Methods. A search for periodicities is performed with a classical Fast Fourier Transform (FFT), with a wavelet analysis and with the tool of superimposed epochs.
Results. The FFT yields a hump of power peaks near the synodic rotation period of 27 days, but only a very weak and insignificant enhancement around 13.5 days, indicating that the mean rotational variation of the sunspot numbers typically has one maximum and one minimum (overlaid by minor fluctuations). The wavelet analysis shows that spectral power for single periods varies for certain time intervals. A systematic drift during the solar activity cycle is not detected. Similar results are obtained from the superimposed epochs. Periodic "flip-flops'' with time scales of a few years as for some stars are not found for the Sun in this investigation.

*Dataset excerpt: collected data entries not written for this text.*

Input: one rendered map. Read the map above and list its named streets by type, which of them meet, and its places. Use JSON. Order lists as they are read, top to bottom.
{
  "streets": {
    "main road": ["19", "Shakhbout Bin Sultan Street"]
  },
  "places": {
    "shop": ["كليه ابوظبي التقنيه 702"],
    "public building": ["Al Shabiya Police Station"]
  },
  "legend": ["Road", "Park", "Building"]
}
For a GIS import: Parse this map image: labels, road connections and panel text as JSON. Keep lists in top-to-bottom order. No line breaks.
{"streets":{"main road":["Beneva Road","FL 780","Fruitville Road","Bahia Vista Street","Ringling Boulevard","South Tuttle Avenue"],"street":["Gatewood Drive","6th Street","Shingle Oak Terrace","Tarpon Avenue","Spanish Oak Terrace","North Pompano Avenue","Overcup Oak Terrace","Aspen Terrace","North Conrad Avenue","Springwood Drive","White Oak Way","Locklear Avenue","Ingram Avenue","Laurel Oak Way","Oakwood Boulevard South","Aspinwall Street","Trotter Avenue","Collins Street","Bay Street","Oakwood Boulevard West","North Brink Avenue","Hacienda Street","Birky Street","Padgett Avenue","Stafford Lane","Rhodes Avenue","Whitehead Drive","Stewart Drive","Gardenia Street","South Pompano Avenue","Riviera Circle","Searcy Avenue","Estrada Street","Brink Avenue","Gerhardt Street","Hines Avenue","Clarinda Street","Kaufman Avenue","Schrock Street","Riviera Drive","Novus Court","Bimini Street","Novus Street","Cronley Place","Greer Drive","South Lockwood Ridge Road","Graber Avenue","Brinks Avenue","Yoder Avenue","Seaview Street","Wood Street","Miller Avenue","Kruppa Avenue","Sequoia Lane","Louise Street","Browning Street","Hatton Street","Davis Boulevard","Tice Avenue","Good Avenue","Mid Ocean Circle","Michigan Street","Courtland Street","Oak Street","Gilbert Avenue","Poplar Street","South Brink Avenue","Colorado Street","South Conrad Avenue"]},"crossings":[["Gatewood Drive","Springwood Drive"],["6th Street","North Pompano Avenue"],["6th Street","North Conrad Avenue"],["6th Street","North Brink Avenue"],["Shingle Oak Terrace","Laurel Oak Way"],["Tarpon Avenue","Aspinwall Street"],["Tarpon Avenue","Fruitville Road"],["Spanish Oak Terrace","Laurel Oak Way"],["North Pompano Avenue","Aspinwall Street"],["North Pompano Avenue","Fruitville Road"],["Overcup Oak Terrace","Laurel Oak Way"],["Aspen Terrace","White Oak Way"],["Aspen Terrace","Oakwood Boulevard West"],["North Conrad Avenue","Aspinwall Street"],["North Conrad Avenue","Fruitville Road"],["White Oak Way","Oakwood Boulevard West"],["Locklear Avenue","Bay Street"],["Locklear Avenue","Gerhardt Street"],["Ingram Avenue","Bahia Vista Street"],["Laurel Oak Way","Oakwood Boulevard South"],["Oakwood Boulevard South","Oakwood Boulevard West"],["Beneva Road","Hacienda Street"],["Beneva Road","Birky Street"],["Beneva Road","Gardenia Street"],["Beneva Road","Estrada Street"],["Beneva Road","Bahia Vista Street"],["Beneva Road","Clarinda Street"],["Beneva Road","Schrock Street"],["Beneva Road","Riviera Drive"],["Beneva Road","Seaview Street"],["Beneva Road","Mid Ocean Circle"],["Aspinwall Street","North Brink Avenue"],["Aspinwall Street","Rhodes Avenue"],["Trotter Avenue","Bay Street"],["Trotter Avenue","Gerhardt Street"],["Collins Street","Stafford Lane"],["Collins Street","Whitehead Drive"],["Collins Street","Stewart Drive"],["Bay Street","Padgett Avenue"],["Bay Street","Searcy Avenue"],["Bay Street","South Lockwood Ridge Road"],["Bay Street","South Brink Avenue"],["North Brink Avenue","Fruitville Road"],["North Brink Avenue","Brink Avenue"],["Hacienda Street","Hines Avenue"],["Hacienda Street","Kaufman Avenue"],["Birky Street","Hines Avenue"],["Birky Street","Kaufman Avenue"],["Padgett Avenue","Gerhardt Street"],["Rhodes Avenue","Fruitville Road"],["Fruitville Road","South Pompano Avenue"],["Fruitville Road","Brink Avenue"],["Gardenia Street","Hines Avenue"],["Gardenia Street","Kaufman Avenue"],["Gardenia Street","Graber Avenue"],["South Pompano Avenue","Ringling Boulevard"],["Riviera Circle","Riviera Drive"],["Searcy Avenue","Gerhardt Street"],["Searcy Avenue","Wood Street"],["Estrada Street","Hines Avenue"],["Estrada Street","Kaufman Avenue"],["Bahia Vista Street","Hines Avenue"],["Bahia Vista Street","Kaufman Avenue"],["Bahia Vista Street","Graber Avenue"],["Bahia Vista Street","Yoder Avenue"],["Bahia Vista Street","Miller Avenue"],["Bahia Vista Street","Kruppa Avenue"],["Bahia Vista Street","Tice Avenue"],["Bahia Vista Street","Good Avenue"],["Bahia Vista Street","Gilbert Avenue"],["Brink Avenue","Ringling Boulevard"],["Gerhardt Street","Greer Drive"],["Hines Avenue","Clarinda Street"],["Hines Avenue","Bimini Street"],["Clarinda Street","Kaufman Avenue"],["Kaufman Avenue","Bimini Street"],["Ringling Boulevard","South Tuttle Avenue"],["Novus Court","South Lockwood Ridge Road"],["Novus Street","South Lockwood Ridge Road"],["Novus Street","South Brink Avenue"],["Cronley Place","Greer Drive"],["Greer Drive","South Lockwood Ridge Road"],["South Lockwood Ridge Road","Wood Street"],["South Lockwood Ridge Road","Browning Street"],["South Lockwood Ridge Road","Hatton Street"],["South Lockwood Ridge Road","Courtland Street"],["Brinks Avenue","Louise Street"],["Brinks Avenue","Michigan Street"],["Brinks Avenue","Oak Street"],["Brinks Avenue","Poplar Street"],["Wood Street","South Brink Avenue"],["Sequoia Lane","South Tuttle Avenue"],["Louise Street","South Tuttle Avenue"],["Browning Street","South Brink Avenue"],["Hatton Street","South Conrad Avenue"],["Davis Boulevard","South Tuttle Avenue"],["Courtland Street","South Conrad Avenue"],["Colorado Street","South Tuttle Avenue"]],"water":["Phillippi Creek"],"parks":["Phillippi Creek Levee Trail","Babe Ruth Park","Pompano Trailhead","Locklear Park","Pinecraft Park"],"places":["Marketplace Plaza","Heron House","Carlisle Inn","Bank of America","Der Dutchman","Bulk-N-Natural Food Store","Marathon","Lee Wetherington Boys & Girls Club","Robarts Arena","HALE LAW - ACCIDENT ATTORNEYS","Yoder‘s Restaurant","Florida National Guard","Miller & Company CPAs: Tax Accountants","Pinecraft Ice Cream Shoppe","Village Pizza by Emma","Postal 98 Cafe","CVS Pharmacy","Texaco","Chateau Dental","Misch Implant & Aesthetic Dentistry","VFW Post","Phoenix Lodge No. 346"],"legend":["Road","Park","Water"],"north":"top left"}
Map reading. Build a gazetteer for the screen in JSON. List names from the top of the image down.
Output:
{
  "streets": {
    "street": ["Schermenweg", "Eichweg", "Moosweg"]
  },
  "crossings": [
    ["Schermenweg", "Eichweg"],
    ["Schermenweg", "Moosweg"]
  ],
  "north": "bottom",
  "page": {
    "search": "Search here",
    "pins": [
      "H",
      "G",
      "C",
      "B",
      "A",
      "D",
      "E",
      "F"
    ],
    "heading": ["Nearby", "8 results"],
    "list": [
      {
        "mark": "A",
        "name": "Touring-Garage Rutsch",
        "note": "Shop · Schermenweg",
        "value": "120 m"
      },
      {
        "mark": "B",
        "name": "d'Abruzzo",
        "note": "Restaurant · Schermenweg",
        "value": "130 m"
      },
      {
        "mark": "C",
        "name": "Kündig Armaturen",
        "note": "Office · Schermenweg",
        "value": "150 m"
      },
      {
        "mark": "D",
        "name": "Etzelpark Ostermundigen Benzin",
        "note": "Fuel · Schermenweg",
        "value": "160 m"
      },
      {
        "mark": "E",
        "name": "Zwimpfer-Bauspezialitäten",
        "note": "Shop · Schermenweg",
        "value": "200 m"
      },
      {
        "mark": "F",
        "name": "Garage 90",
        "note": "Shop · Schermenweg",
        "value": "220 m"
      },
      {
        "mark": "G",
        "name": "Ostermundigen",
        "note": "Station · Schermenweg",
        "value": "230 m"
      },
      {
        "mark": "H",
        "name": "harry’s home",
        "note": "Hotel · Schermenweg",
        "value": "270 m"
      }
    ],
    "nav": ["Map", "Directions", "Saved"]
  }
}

Conclusions. Sunspots are not distributed equally over the longitudes; there is a more active and a less active hemisphere. The rotation period derived from the pattern varies over long time scales. The results found in this work are not in favor of an explanation of the variations due to a differential rotation law. The rotation of the sunspot distribution pattern might reflect the internal rotation of the Sun, but it better fits the range of highest rotation rates in the upper convection zone than the rotation near the tachocline.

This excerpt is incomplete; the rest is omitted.